My question is similar to this, but I'm looking for something R
specific. I've got a data.frame of tens of thousands of addresses and need to pull out the postcodes. Postcodes are in the UK and formatted {LETTER_LETTER_DIGIT LETTER_LETTER_DIGIT}. Similar to the following:
"8, Longbow Close,\r\nHarlescott Lane,\r\nShrewsbury,\r\nEngland,\r\nSY1 3GZ"
I've used variations of this code with stringr
to no avail:
str_extract('^(\\[Gg]\\[Ii]\\[Rr] 0\\[Aa]{2})|(((\\[A-Za-z]\\[0-9]{1,2})|((\\
[A-Za-z]\\[A-Ha-hJ-Yj-y]\\[0-9]{1,2})|((\\[AZa-z]\\[0-9]\\[A-Za-z])|(\\[A-Za-
z]\\[A-Ha-hJ-Yj-y]\\[0-9]?\\[A-Za-z]))))\\[0-9]\\[A-Za-z]{2})$',alfa$Address)
The ^
and $
anchors require the pattern to match the whole string.
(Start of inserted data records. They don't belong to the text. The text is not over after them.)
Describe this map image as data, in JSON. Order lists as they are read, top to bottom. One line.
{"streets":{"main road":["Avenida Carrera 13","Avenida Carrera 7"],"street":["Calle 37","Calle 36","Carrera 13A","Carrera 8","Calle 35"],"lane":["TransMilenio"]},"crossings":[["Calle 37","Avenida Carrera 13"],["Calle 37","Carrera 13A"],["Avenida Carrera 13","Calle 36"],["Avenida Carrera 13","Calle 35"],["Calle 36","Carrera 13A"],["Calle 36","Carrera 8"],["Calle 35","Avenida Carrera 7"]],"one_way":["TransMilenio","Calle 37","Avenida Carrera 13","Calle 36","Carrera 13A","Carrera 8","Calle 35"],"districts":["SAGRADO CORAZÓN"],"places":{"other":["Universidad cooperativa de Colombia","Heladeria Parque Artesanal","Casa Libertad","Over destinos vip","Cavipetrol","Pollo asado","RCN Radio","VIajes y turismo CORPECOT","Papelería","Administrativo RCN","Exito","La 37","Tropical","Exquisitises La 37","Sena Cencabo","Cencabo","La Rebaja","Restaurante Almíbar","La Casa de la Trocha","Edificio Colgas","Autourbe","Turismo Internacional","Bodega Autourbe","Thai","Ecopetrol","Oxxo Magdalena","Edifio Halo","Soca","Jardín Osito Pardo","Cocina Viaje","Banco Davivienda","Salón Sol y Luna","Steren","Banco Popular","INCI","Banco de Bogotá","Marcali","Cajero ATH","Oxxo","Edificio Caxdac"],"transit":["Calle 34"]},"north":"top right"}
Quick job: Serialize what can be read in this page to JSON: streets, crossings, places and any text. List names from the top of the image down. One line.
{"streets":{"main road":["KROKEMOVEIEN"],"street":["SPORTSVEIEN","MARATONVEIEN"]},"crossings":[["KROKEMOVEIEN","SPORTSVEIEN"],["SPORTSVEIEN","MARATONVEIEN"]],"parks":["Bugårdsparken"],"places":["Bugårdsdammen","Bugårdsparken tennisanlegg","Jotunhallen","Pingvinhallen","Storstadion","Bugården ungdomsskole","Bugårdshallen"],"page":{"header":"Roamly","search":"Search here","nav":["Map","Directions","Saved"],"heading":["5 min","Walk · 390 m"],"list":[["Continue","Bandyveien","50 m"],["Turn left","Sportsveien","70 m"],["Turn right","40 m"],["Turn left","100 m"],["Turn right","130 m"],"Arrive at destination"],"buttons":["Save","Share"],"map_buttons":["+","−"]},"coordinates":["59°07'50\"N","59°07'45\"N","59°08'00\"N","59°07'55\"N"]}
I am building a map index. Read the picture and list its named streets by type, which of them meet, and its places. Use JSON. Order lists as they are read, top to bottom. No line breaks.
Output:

You may wrap the pattern with \b(?:<pattern>)\b
to match those codes as whole words (\b
is a word boundary). Besides, the character classes are "ruined" since you escaped their [
starting bracket (\[
matches literal [
chars). Also, swap the arguments, the first one is input, the second one is the regex. Also, to get all matches, you need to use str_extract_all
rather than str_extract
.
You may fix the code like this:
library(stringr)
txt <- "8, Longbow Close,\r\nHarlescott Lane,\r\nShrewsbury,\r\nEngland,\r\nSY1 3GZ"
pattern <- "\\b(?:([Gg][Ii][Rr] 0[Aa]{2})|((([A-Za-z][0-9]{1,2})|(([A-Za-z][A-Ha-hJ-Yj-y][0-9]{1,2})|(([A-Za-z][0-9][A-Za-z])|([A-Za-z][A-Ha-hJ-Yj-y][0-9]?[A-Za-z]))))\\s?[0-9][A-Za-z]{2}))\\b"
str_extract_all(txt, pattern)
# => [[1]]
# [1] "SY1 3GZ"